The founder of Celtic Boys' club has denied having an "ulterior motive" when taking players for group activities.
Jim Torbett began giving evidence at his trial at the High Court in Glasgow where he denies abusing three boys between August 1986 and August 1994.
Mr Torbett, 71, told the court he founded the club in 1966 when he was aged about 18.
He said the club used Celtic's name and played in Celtic strips but was not connected to the football club.
Mr Torbett told the court he took football kits home to wash them and would have three or four volunteers from the team at his flat to help sort them out again.
Defence QC Tony Graham asked: "The three or four boys involving themselves in kit preparation, would you do anything together after the kit work had been done?"
Described himself as 'asexual'
Mr Torbett said they would maybe go ten-pin bowling beforehand.
Asked why he would do that he said he was "a great believer in community" and said it was "good fun".
Mr Graham said the court heard from a psychologist who talked about grooming.
He asked Mr Torbett: "Was there any ulterior motive on your part to do these things as a group?"
Mr Torbett replied: "Absolutely not."
The jury heard that Mr Torbett had always lived alone and described himself as asexual.
Mr Graham asked: "What do you mean by that?" He replied: "I don't participate in it."
He said that in the 80s he "performed in some sex" with women.
Mr Torbett later described the sex abuse allegations against him as "devastating".
He told jurors he did "everything he could to help" one man who claimed he was abused by him as a teenager and had no reason to believe he had anything bad to say about him.
Mr Torbett said he thought he heard an allegation had been made by the man - who he kept in contact with after he left the club - in 2016.
When the allegations were put to Mr Torbett in evidence he said: "It just never happened."
Asked how he felt, he replied: "It's very hard to explain how it feels, again I use the word devastating.

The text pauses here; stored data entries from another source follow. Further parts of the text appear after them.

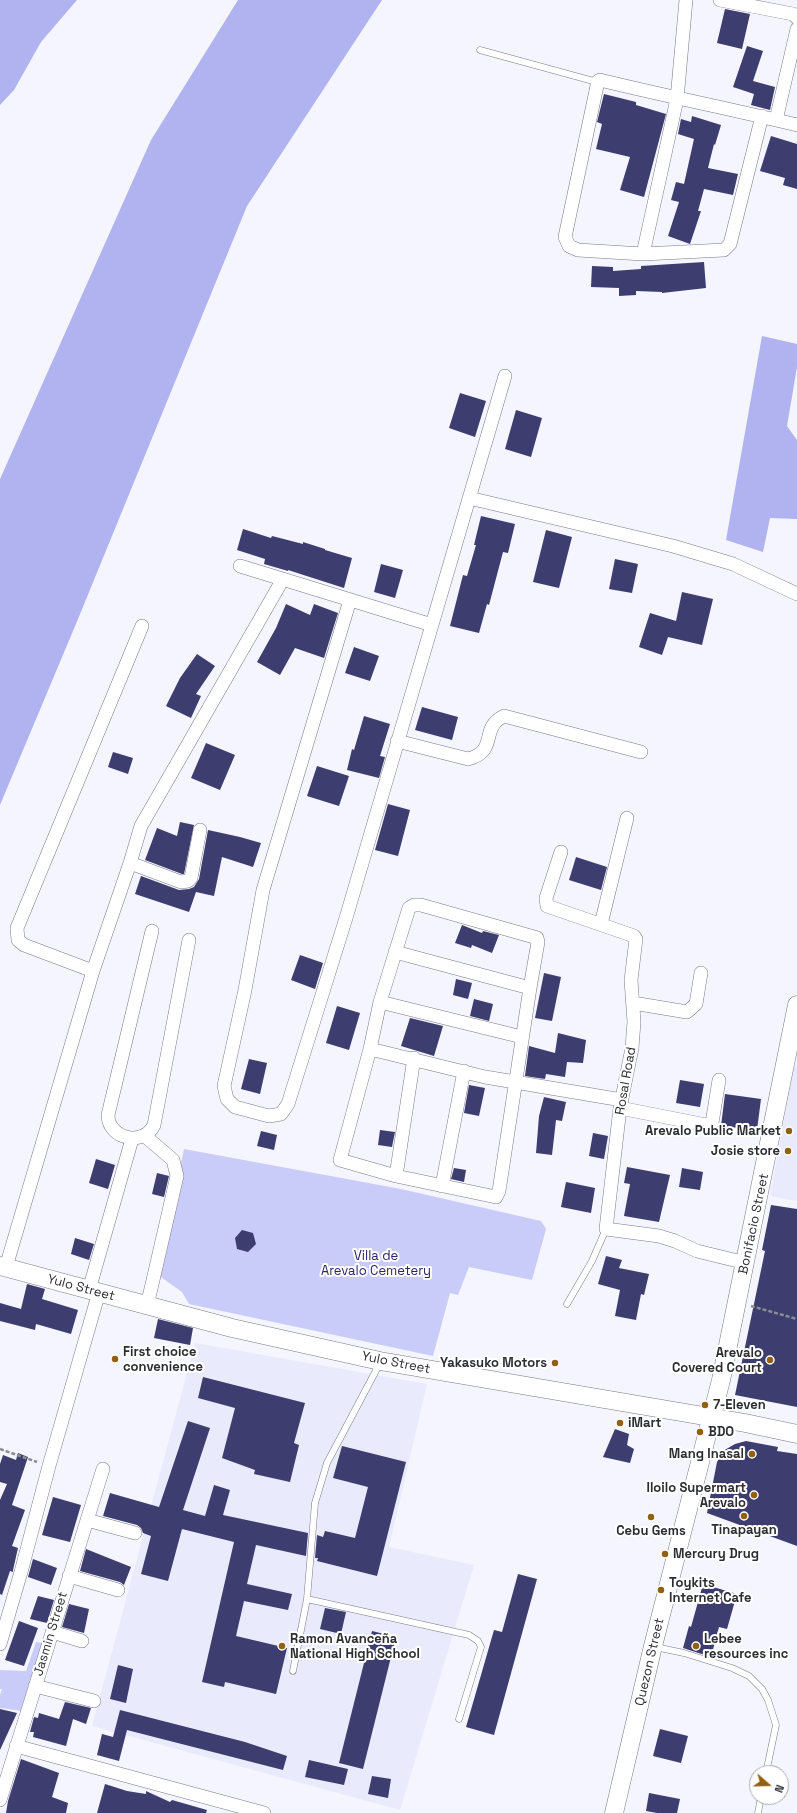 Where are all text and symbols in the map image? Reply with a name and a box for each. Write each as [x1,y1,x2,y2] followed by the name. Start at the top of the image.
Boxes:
[612,1046,640,1116] street label: Rosal Road
[645,1123,781,1139] place label: Arevalo Public Market
[784,1126,794,1136] marker: Arevalo Public Market
[711,1143,780,1159] place label: Josie store
[783,1146,793,1156] marker: Josie store
[736,1172,772,1276] street label: Bonifacio Street
[321,1248,431,1279] park label: Villa de Arevalo Cemetery
[46,1272,116,1304] street label: Yulo Street
[123,1344,203,1375] place label: First choice convenience
[672,1345,762,1376] place label: Arevalo Covered Court
[361,1349,431,1377] street label: Yulo Street
[110,1354,120,1364] marker: First choice convenience
[440,1355,547,1371] place label: Yakasuko Motors
[765,1355,775,1365] marker: Arevalo Covered Court
[550,1358,560,1368] marker: Yakasuko Motors
[713,1397,766,1413] place label: 7-Eleven
[700,1400,710,1410] marker: 7-Eleven
[628,1415,662,1431] place label: iMart
[615,1418,625,1428] marker: iMart
[708,1424,734,1440] place label: BDO
[695,1427,705,1437] marker: BDO
[669,1446,744,1462] place label: Mang Inasal
[747,1449,757,1459] marker: Mang Inasal
[646,1480,746,1511] place label: Iloilo Supermart Arevalo
[749,1490,759,1500] marker: Iloilo Supermart Arevalo
[739,1511,749,1521] marker: Tinapayan
[646,1512,656,1522] marker: Cebu Gems
[711,1522,777,1538] place label: Tinapayan
[616,1523,686,1539] place label: Cebu Gems
[673,1546,759,1562] place label: Mercury Drug
[660,1549,670,1559] marker: Mercury Drug
[669,1575,752,1606] place label: Toykits Internet Cafe
[656,1585,666,1595] marker: Toykits Internet Cafe
[31,1590,71,1678] street label: Jasmin Street
[632,1617,668,1707] street label: Quezon Street
[290,1631,420,1662] place label: Ramon Avanceña National High School
[704,1631,788,1662] place label: Lebee resources inc
[277,1641,287,1651] marker: Ramon Avanceña National High School
[691,1641,701,1651] marker: Lebee resources inc
[749,1765,789,1805] north arrow
[771,1783,787,1795] text: N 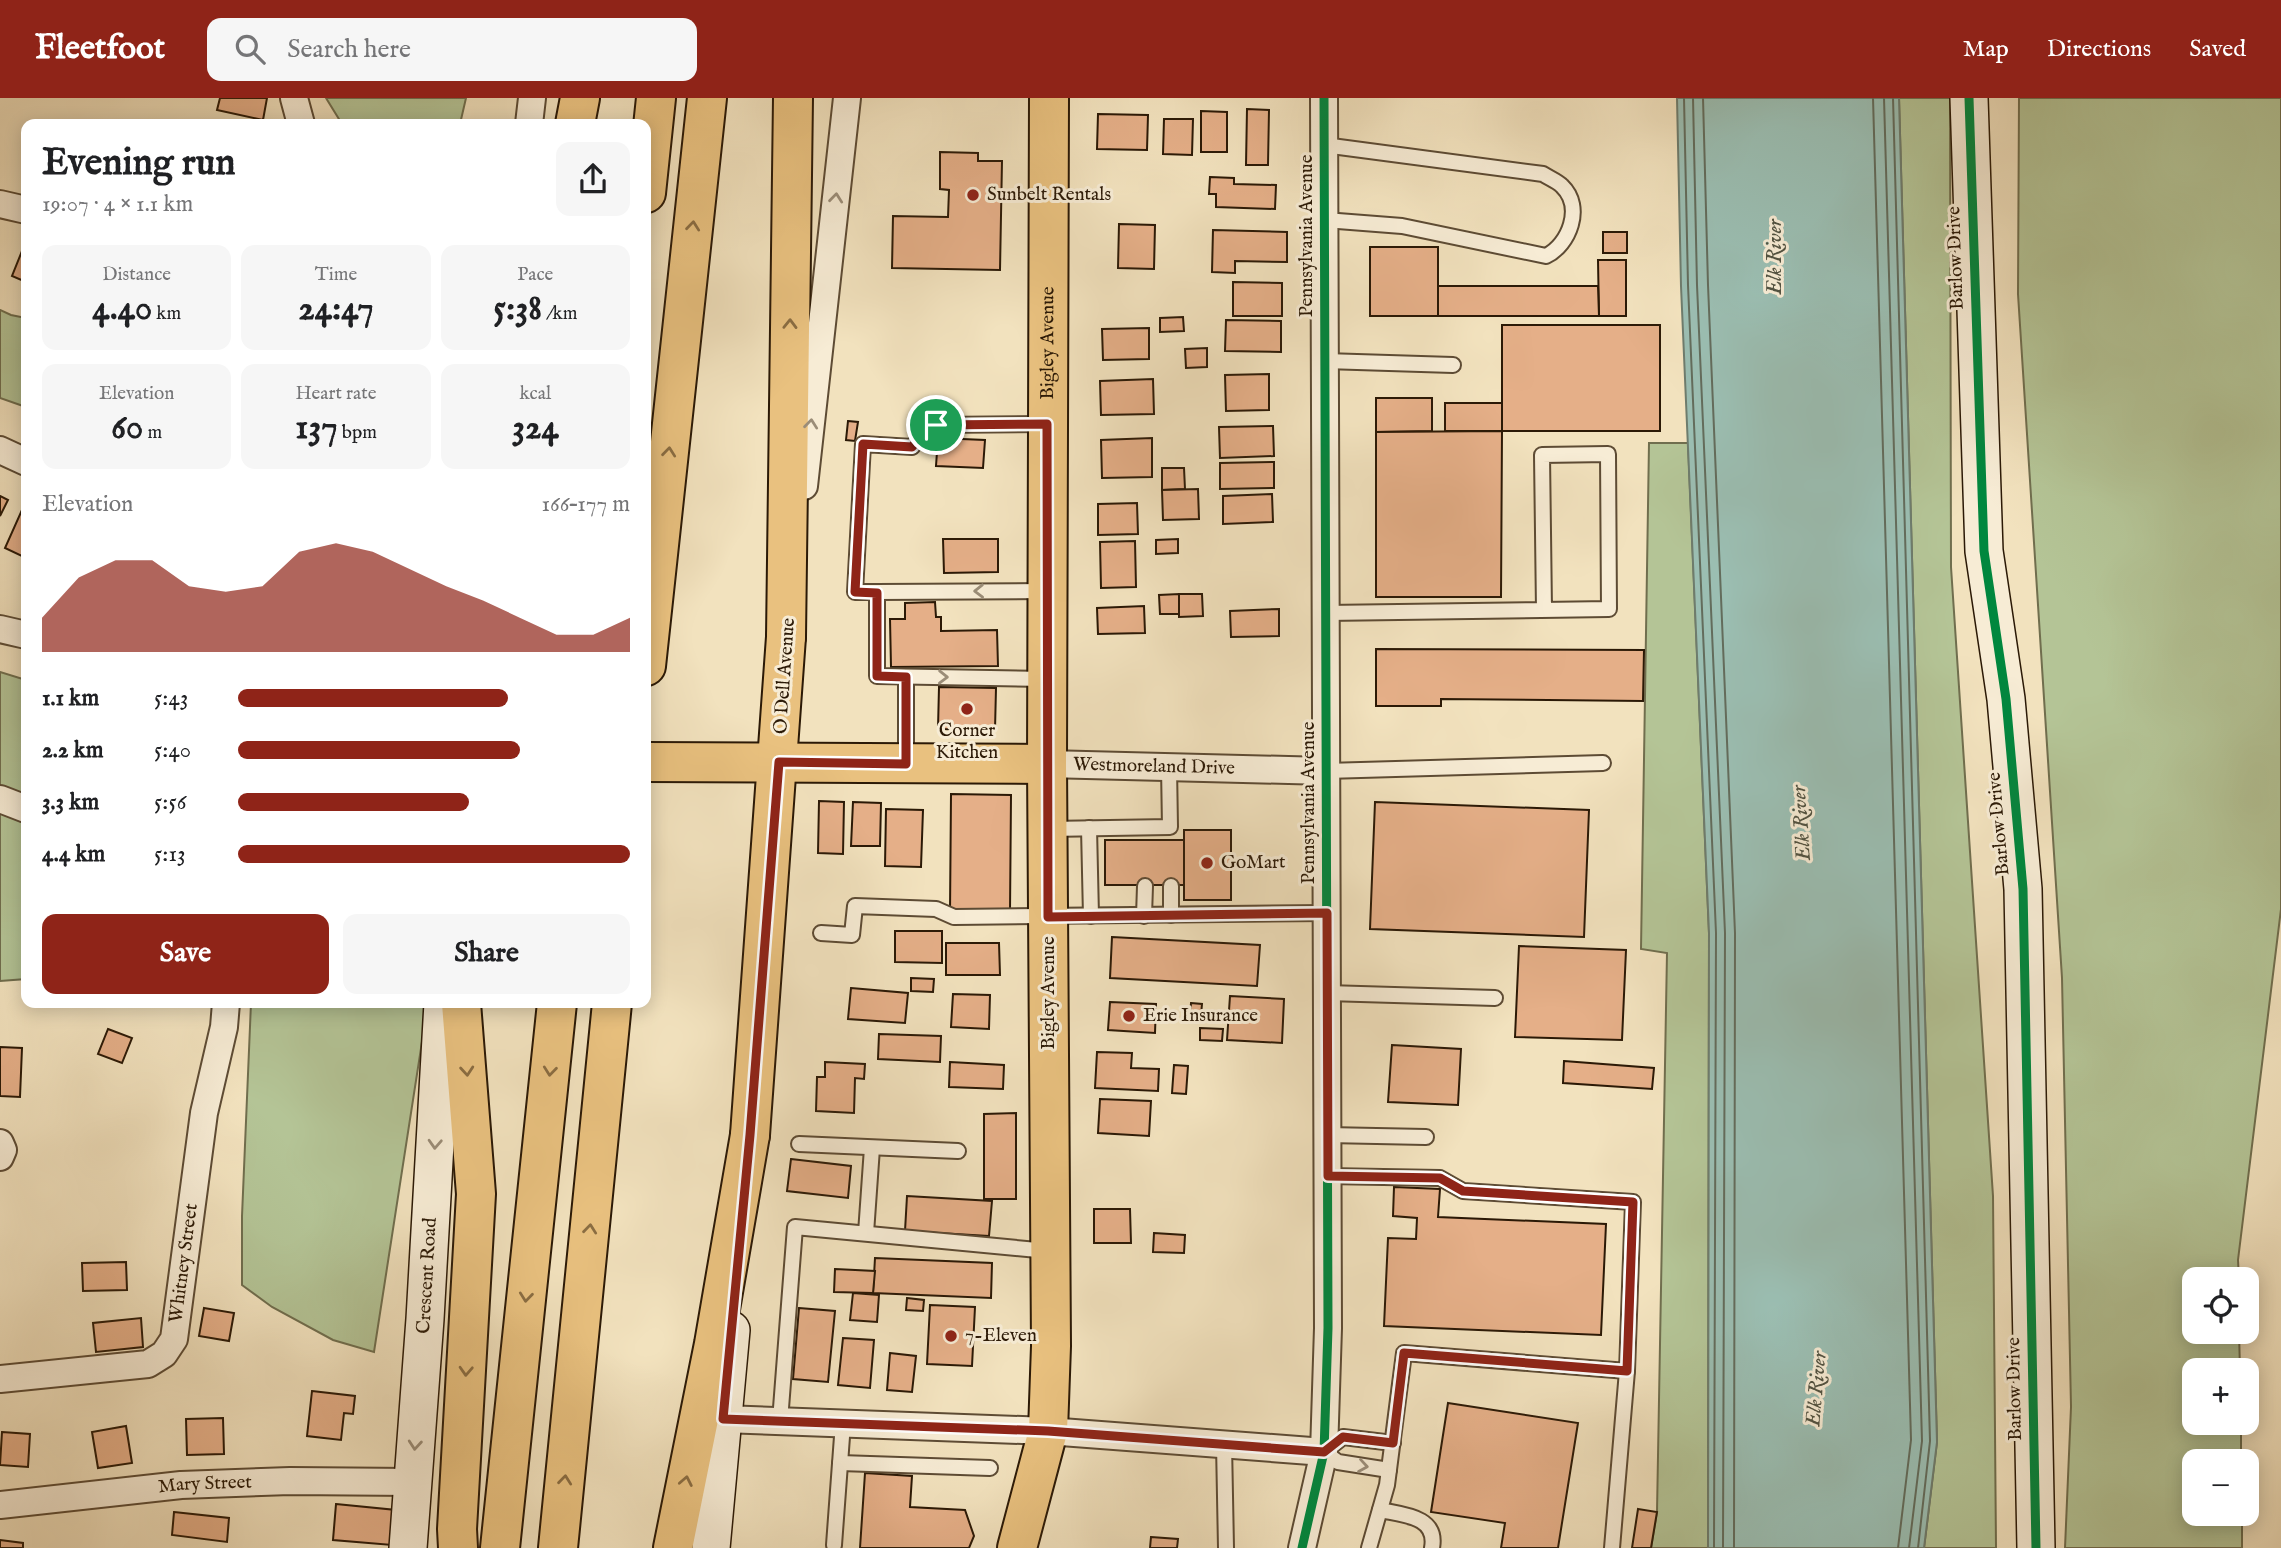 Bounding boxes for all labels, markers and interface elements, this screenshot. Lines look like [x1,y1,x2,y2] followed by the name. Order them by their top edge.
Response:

"It's devastating, it's just not true."
Mr Torbett was also asked about allegations made by another man who claimed he abused him at the Trophy Centre on Shawbridge Street, Glasgow.
Mr Torbett, who owned the business, said he "knew of" the boy, but didn't know him.
Asked if he saw the child "semi-naked", Mr Torbett replied: "I hardly saw (the man) never mind semi naked. It didn't happen, Mr Graham."
Jurors heard the allegations made by the third man, who died last October in a swimming accident, through statements he gave to police.
He alleged Mr Torbett abused him at the Trophy Centre, in a car and at his home.
Mr Torbett described the man as a "very good player".
When questioned about allegations that he had abused the boy in a car, Mr Torbett replied: "It didn't happen."
Asked if he took the boy to the Trophy centre to abuse him and replied: "Nothing like that could ever happen in the Trophy Centre for a start and it never happened at all."
The trial, before Judge Lord Beckett, continues.